Particle is moved - Work-kinetic energy

[Fendergutt]

Homework Statement

A 2.00 kg particle is moved from the coordinates (1.00, 3.00) m to (5.00, 7.00) m.

(q1) How much work is done by the force F = <2x^2, 0> on the particle? (Assume that the force is in Newton when x is in metres.)

(q2) If the particle has start velocity v_i = <0, 4.00 m/s>, what is the final velocity v_f? (Hint: the "work - kinetic energy"-theorem can be useful.)

(q3) Determine the rate of energy transfer (i.e. the effect P) from the force to the particle, at start and final position. (Answers: P_i = 0 W, P_f = 455 W.)

Homework Equations

The Attempt at a Solution

(q1) I made a position vector AB = <4, 4>. It takes the particle from (1, 3) to (5, 7). We consider the positional vector's component that is parallell with F.

--> x = 4 m --> W_F = 2 * 4^2 = 32, that is 32 N.


(q2) Start velocity v_i = <0, 4.00 m/s> is constant in y-direction since the only working force on the particle is F, but this force is perpendicular on v_i, and will therefore not alter it.

"Work - kinetic energy"-theorem:

W_total = (delta)K = (1/2)*m(v_F)^2

<--> v_F = sqrt( (2(W_F)) / m ) = sqrt( (2*32 N) / (2 kg) ) = 4sqrt(2) m/s

--> v_f = <v_F, v_i>

--> ||v_f|| = sqrt((v_F)^2 + (v_i)^2) = sqrt( (4sqrt2 m/s)^2 + (4.00 m/s)^2 ) = 4sqrt3 m/s =~ 6.9 m/s

that is in the direction of the vector AB, 45 degrees anticlockwise with the x-axis.


(q3) Effect from force on particle:

at start: P = dW/dt = F[/*v_i = F * v_i * cos(alpha) = 2*0^2*cos(pi/2) = 0.
ie 0 W

at end: P = dW/dt = F*v_f = F*v_f*cos(theta) = 2* 4^2 * 4sqrt3 * cos(pi/4) W = 64sqrt6 W =~ 157 W.

answer: at start: 0 W, at end: 455 W

I must have done something wrong here. I believe the error follows from my try at (q2). Please comment or help me with getting this problem right. Thanks a lot for your time.

 

[LowlyPion]

Welcome to PF.

For 1) I would suggest that your answer isn't in the right units for work. You got 32 N and W is in N-m.

Specifically W = ∫ F_(x)⋅dx

Since your Force has no component in Y then you would use x² as your F_(x). You would evaluate that over the range of x from 1 to 5. This method will yield work as N-m.

Using this result - the work supplied - and starting with an initial kinetic energy given by ½mv² after adding the work to that you can determine the velocity at (5,7)

 

[nlightner]

Your approach to solving this problem is correct. However, there are a few minor errors in your calculations.

For (q1), the work done by the force F is calculated correctly as 32 N. However, it is important to note that this is the magnitude of the force and not the work itself. The work is a scalar quantity and should be expressed in joules (J). Therefore, the correct answer for (q1) is 32 J.

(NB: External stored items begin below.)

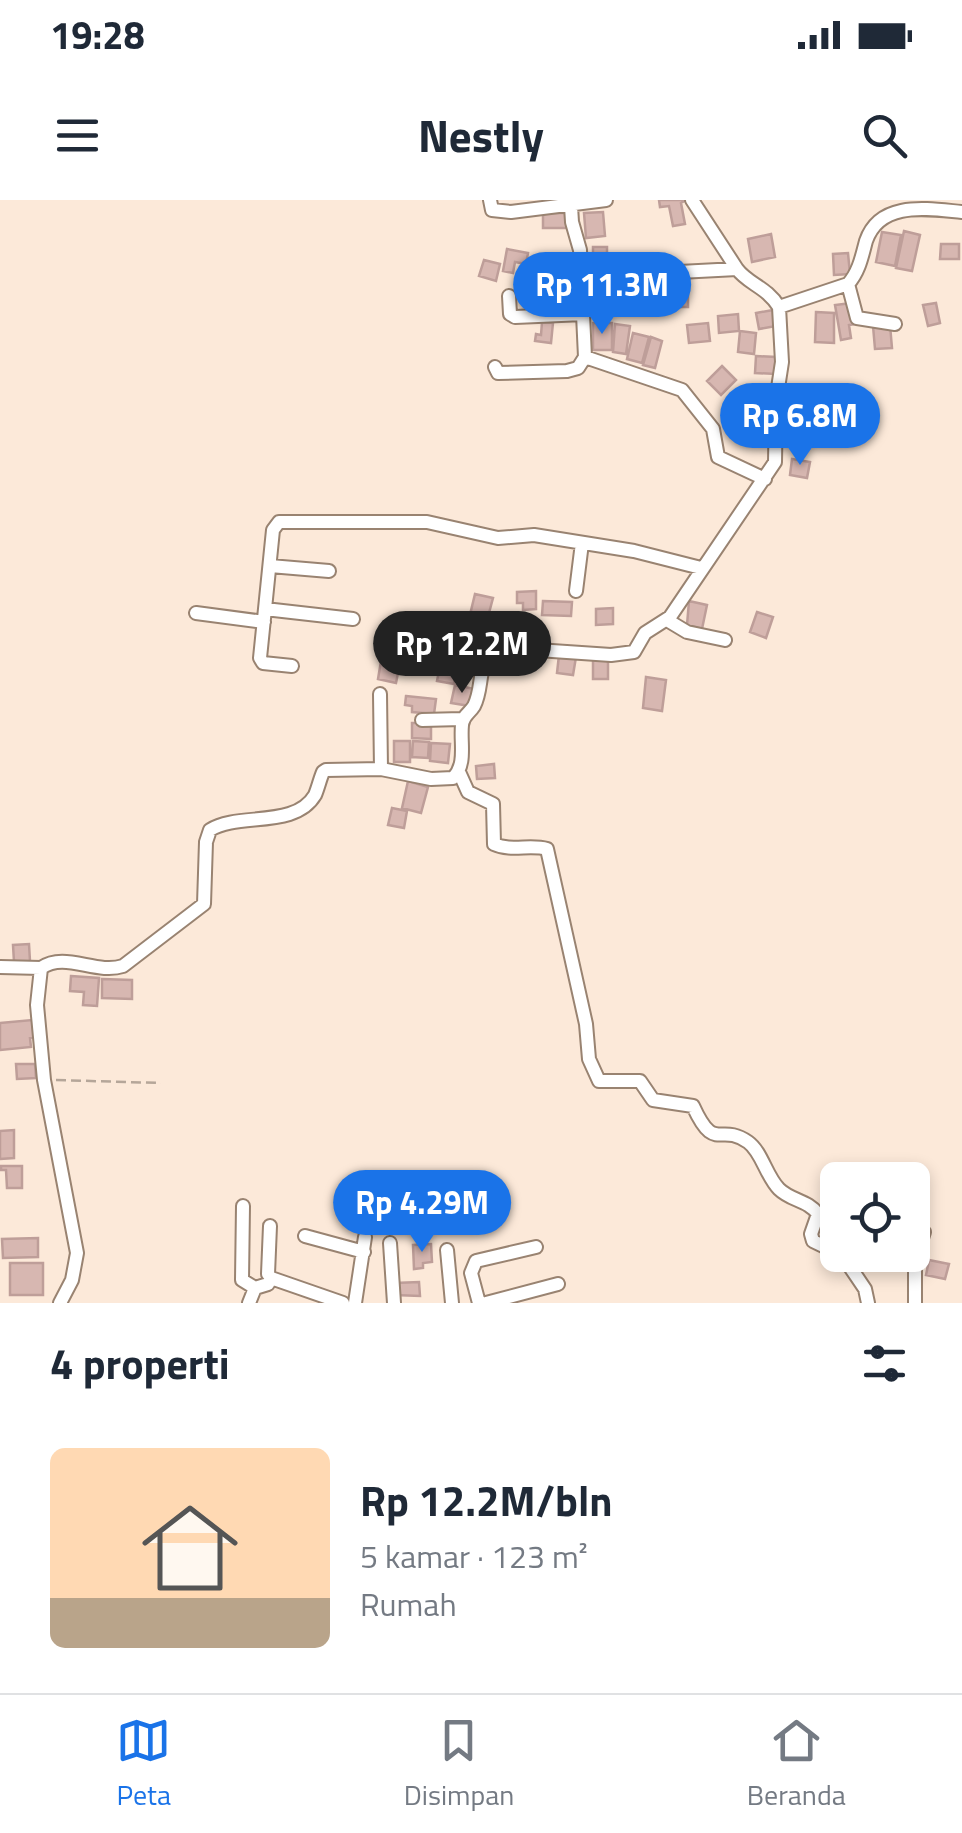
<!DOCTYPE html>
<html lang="id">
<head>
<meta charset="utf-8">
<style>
	:root { --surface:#fff; --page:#f2f2f3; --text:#1f2937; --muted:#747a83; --line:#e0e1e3; --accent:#1a73e8 }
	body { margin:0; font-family:"Titillium Web",sans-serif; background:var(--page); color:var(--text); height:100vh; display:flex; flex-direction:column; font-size:38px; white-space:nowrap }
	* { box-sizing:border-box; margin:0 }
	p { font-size:32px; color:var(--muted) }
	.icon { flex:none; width:55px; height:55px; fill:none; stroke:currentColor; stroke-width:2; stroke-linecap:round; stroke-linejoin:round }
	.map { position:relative; height:1103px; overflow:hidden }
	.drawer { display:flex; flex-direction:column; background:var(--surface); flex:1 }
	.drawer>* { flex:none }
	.buttons { position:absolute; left:820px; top:962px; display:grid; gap:20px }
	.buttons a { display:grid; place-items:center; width:110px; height:110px; border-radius:15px; background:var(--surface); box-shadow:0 5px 15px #0003; font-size:50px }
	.price { position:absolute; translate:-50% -85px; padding:0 22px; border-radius:35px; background:var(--accent); color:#fff; font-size:32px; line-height:65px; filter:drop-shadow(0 2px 5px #0008) }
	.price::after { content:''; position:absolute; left:50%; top:60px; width:30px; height:22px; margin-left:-15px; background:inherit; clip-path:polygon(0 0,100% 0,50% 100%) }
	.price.current { background:#222; color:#fff }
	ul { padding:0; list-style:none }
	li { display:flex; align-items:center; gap:30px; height:250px; padding:0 50px }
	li+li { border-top:2px solid var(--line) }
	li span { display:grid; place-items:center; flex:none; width:280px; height:200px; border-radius:15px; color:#555 }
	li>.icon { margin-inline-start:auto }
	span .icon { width:120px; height:120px; fill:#fffc; stroke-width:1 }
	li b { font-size:42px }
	h2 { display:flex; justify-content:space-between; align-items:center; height:120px; padding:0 50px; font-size:42px }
	.status { display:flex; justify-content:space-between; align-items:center; height:70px; padding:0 50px; background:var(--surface); direction:ltr }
	.status svg { height:28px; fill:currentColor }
	header { display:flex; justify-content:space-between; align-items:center; height:130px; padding:0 50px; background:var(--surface); font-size:45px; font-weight:700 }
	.tab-bar { display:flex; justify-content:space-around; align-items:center; height:140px; border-top:2px solid var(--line); background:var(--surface); font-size:28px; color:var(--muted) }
	.tab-bar a { display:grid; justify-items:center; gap:5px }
	.tab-bar .current { color:var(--accent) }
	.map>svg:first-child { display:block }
</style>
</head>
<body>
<div class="status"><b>19:28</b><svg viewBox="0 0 49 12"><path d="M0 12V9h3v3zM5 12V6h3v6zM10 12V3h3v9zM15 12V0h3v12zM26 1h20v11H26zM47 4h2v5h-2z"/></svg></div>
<header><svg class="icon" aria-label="menu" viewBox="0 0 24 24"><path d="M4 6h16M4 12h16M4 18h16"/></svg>Nestly<svg class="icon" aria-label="search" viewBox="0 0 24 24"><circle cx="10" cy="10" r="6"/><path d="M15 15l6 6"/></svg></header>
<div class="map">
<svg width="962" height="1103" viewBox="0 0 962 1103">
	<rect width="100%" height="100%" fill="#fce9d9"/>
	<!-- building -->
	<path fill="#d7b7b1" stroke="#be9e99" stroke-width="2.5" d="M659 0H686L681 3 685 24 673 26 669 6 660 7Z
		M603 12 605 36 586 38 584 13Z
		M543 13H567V28H543Z
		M904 31 920 35 912 71 896 68Z
		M882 32 901 35 895 66 876 62Z
		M771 34 775 57 752 62 748 39Z
		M941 44H959V59H940Z
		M593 47H607V66H593Z
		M507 49 528 53 526 64 515 62 513 73 503 71Z
		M848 53 850 74 834 75 833 54Z
		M484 60 500 64 496 81 479 76Z
		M665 76H688V107H665Z
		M660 83 661 109 644 110 642 84Z
		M598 95H608L612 115H591V105H598Z
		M620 97H630V114H612V101H620Z
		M852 103 856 124 849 125 851 138 841 140 835 105Z
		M936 103 940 123 928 126 923 105Z
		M773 110 776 126 759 129 756 113Z
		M816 112 834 113V143L815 142Z
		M738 114 739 131 719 133 718 116Z
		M542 122 553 123 551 143 535 141 536 134 541 135Z
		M593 123H612V150H593Z
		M708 123 710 141 689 143 687 125Z
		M615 124 630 126 626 154 613 152Z
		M890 125 892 148 875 149 873 126Z
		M740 131 756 133 754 154 738 152Z
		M633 133 649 137 642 163 627 159Z
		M651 137 662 141 655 168 643 165Z
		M756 156 776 157V174L755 173Z
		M722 166 736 180 721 195 707 181Z
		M798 218 814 220 812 241 796 240Z
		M819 220 837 221 836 245 818 244Z
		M792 259 810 262 807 278 790 275Z
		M536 391V409L523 410V403H517V392Z
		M475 394 493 398 485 428 468 423Z
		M543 401 572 402 571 416 542 415Z
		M689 401 707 405 702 429 687 425Z
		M613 408V424L596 425V409Z
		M757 412 773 417 766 438 750 432Z
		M429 421 443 423 440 448 425 446Z
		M415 422 427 423 424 444 412 443Z
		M382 455 401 458 396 483 378 479Z
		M559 455 576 457 573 475 557 473Z
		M593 459H608V479H593Z
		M440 466 456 469 454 484 437 481Z
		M646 477 666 480 662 511 643 508Z
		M455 485 474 489 470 506 451 503Z
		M406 496 436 499 434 514 412 512V506L405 505Z
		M412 523H431V539L412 538Z
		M394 541H410V562H394Z
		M413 541 429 542 428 558 412 557Z
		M431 543 450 544 448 563 430 561Z
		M494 564 495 578 477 579 476 566Z
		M408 581 428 587 421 613 402 608Z
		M392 608 407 611 404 628 388 625Z
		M29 744 30 761 14 762 13 745Z
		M71 776 99 778 97 806 83 805 84 792 70 791Z
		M102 779 132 780V799L102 798Z
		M32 820 34 837 30 838 31 847 0 850V823Z
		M16 864H35L36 878 17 879Z
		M14 930V958L0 959V931Z
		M1 966H22V988H7L6 970H1Z
		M38 1038V1057L3 1058 2 1039Z
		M431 1044 432 1062 423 1063V1068L414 1069 413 1045Z
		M929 1060 949 1064 945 1079 926 1075Z
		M10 1063H43V1095H10Z
		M419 1082 420 1096 395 1095V1083Z"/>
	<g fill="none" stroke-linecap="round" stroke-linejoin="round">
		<defs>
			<path id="minor" d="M490 0 492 10 511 12 606 0
				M692 0C707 23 722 46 737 69 748 84 767 87 779 107
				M571 6 572 22 580 50 585 157 682 190 713 229 718 257 765 279
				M648 79 660 73 737 69
				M848 84 857 118 895 124
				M509 96 510 114 515 117 584 114
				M495 167 498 173 567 171 578 168 585 157
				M270 366 329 371
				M576 391 582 343
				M265 409 353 419
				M196 413 264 422
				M667 420 687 432 725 440
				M292 466 263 463 260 458 273 330 279 322H427L498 338 534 335 634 351 701 368
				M380 494 381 569
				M422 520 462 519
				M459 572 468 592 493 604 494 644C511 652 530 644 547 649L586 824 589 859 599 881H640L653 900 693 906C715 954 719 922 748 942 762 952 766 976 779 989 791 1001 808 1000 818 1014L811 1034 813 1041 838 1053
				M0 767 41 768
				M243 1006 242 1080 255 1088 268 1084 271 1078
				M270 1026 268 1074 271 1078 343 1103
				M305 1036 364 1052
				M390 1043 394 1103
				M447 1050 452 1103
				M842 1055 865 1089 868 1103
				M60 1103 72 1080 77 1053 44 880 37 805 41 768C65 751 96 775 123 766L204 704 206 642 210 630C238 612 295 629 315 595 318 588 320 579 323 572L326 570 381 569 431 579 453 578C467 564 460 543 462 525 463 515 469 514 474 506 484 487 476 465 495 447L611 455 634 452 645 433 670 417 775 262 776 201 782 162 779 107 848 84C859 72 862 56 866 41 880 0 928 9 962 12
				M249 1103 255 1088
				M355 1103 365 1037
				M479 1103 471 1073 476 1061 536 1047
				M486 1103 558 1084
				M915 1103V1060L924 1032"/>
		</defs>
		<!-- minor casing -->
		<use href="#minor" stroke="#998371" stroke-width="16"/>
		<!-- path -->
		<path stroke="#b5a699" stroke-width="2.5" stroke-dasharray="10 5" stroke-linecap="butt" d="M56 880 161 883"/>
		<!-- minor -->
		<use href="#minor" stroke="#fff" stroke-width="12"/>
	</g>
</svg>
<div class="buttons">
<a><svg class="icon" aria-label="locate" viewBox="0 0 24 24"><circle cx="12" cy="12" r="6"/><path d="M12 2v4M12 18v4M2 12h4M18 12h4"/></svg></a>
</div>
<b class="price" style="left:602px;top:137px">Rp 11.3M</b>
<b class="price" style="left:800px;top:268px">Rp 6.8M</b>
<b class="price current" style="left:462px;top:496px">Rp 12.2M</b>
<b class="price" style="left:422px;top:1055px">Rp 4.29M</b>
</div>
<section class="drawer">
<h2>4 properti<svg class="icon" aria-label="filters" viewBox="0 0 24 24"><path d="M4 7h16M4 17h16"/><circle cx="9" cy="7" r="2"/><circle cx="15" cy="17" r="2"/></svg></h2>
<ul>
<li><span style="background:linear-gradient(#ffd9b3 75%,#b9a48a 0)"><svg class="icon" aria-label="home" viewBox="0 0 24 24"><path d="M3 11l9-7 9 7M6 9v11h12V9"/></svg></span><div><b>Rp 12.2M/bln</b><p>5 kamar · 123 m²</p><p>Rumah</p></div></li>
</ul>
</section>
<nav class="tab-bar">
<a class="current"><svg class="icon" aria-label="map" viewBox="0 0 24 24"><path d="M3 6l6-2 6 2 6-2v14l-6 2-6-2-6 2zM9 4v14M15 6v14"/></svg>Peta</a>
<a><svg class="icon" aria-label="saved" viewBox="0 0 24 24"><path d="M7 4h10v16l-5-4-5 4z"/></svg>Disimpan</a>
<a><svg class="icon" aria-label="home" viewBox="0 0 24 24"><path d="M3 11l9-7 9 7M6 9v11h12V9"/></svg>Beranda</a>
</nav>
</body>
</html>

For (q2), your approach is correct but there is a small error in your calculation for the final velocity. The correct calculation should be:

v_f = sqrt((v_F)^2 + (v_i)^2) = sqrt( (4sqrt2 m/s)^2 + (4.00 m/s)^2 ) = 4sqrt(6) m/s =~ 9.8 m/s

For (q3), your approach is also correct but there is a small error in your calculation for the rate of energy transfer at the final position. The correct calculation should be:

P_f = dW/dt = F * v_f * cos(theta) = 2 * (4sqrt6 m/s) * (4sqrt3 m/s) * cos(pi/4) = 64sqrt(18) W =~ 455 W

Therefore, the correct answers for (q1) to (q3) are:

(q1) Work done by the force F = 32 J
(q2) Final velocity v_f = 4sqrt(6) m/s =~ 9.8 m/s
(q3) Rate of energy transfer at start = 0 W, Rate of energy transfer at final position = 455 W

Overall, your approach to solving this problem is correct but there are just a few minor errors in your calculations. Keep up the good work!